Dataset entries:
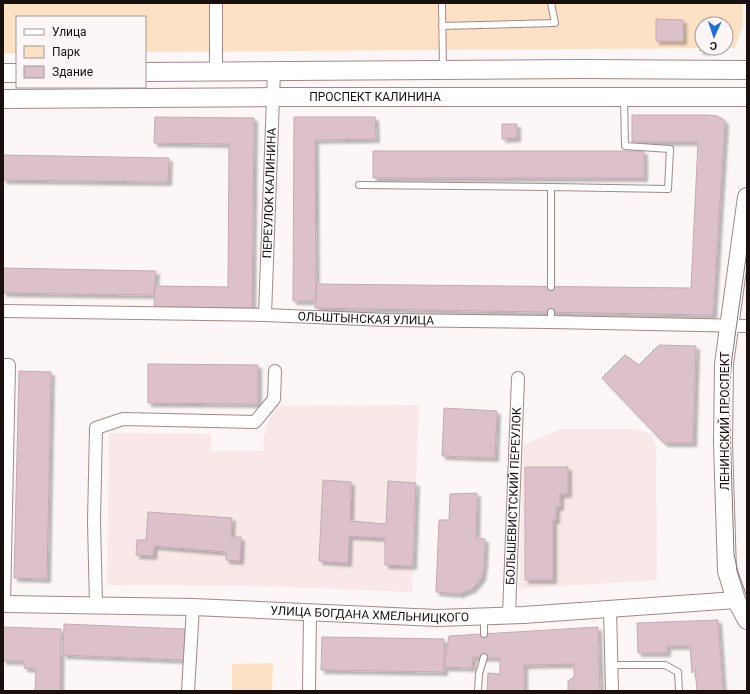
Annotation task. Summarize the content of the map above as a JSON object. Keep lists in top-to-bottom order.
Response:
{
  "streets": {
    "main road": ["ПРОСПЕКТ КАЛИНИНА", "ЛЕНИНСКИЙ ПРОСПЕКТ"],
    "street": [
      "ПЕРЕУЛОК КАЛИНИНА",
      "ОЛЬШТЫНСКАЯ УЛИЦА",
      "БОЛЬШЕВИСТСКИЙ ПЕРЕУЛОК",
      "УЛИЦА БОГДАНА ХМЕЛЬНИЦКОГО"
    ]
  },
  "crossings": [
    ["ПРОСПЕКТ КАЛИНИНА", "ПЕРЕУЛОК КАЛИНИНА"],
    ["ПЕРЕУЛОК КАЛИНИНА", "ОЛЬШТЫНСКАЯ УЛИЦА"],
    ["ОЛЬШТЫНСКАЯ УЛИЦА", "ЛЕНИНСКИЙ ПРОСПЕКТ"],
    ["ЛЕНИНСКИЙ ПРОСПЕКТ", "УЛИЦА БОГДАНА ХМЕЛЬНИЦКОГО"],
    ["БОЛЬШЕВИСТСКИЙ ПЕРЕУЛОК", "УЛИЦА БОГДАНА ХМЕЛЬНИЦКОГО"]
  ],
  "legend": ["Улица", "Парк", "Здание"],
  "north": "bottom"
}
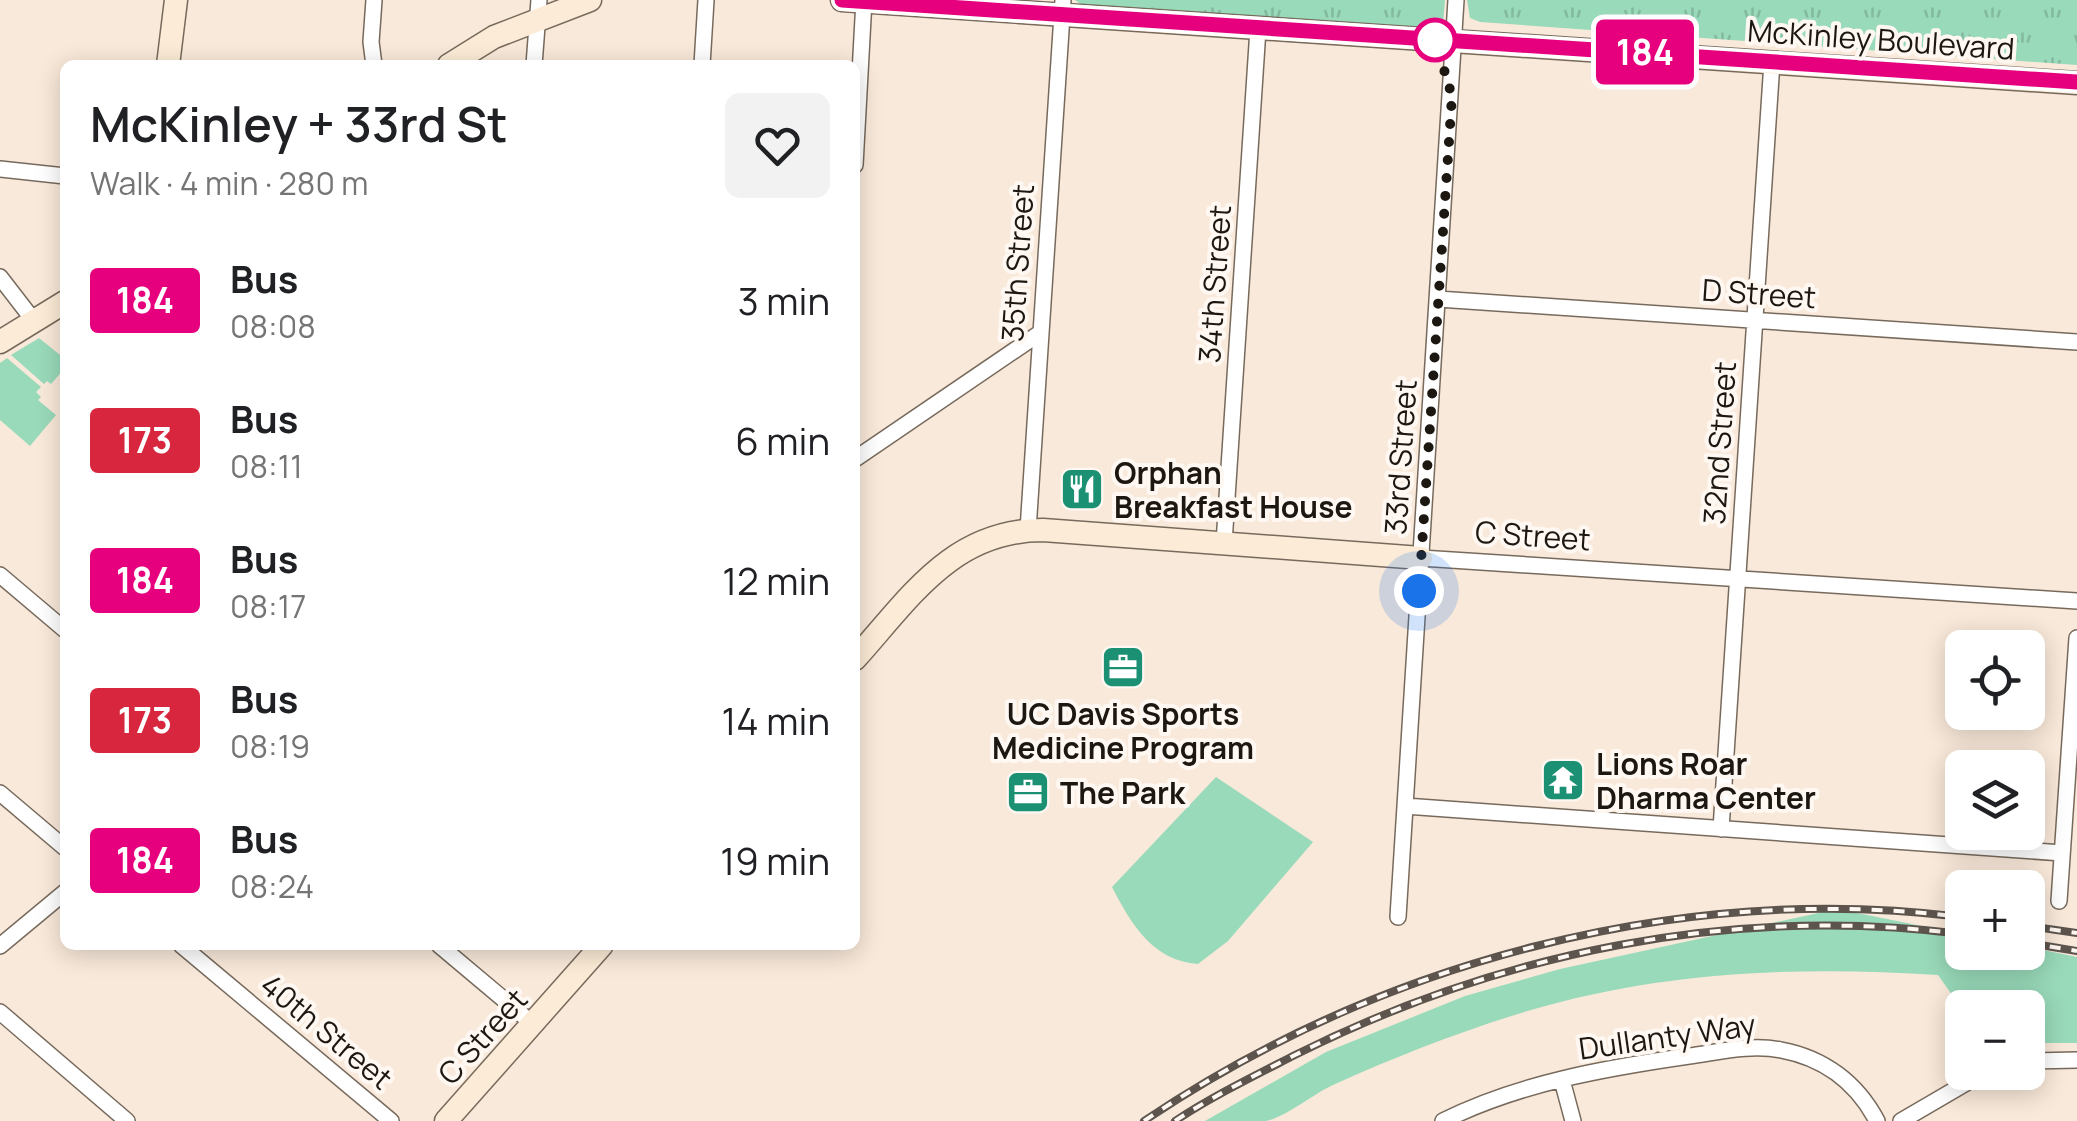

**Exercise directions:**
What you return must match the records letter for letter, except that the pictures stay out.

**Answer for the task:**
Annotation task. Summarize the content of the map above as a JSON object. Keep lists in top-to-bottom order.
Response:
{
  "streets": {
    "main road": ["ПРОСПЕКТ КАЛИНИНА", "ЛЕНИНСКИЙ ПРОСПЕКТ"],
    "street": [
      "ПЕРЕУЛОК КАЛИНИНА",
      "ОЛЬШТЫНСКАЯ УЛИЦА",
      "БОЛЬШЕВИСТСКИЙ ПЕРЕУЛОК",
      "УЛИЦА БОГДАНА ХМЕЛЬНИЦКОГО"
    ]
  },
  "crossings": [
    ["ПРОСПЕКТ КАЛИНИНА", "ПЕРЕУЛОК КАЛИНИНА"],
    ["ПЕРЕУЛОК КАЛИНИНА", "ОЛЬШТЫНСКАЯ УЛИЦА"],
    ["ОЛЬШТЫНСКАЯ УЛИЦА", "ЛЕНИНСКИЙ ПРОСПЕКТ"],
    ["ЛЕНИНСКИЙ ПРОСПЕКТ", "УЛИЦА БОГДАНА ХМЕЛЬНИЦКОГО"],
    ["БОЛЬШЕВИСТСКИЙ ПЕРЕУЛОК", "УЛИЦА БОГДАНА ХМЕЛЬНИЦКОГО"]
  ],
  "legend": ["Улица", "Парк", "Здание"],
  "north": "bottom"
}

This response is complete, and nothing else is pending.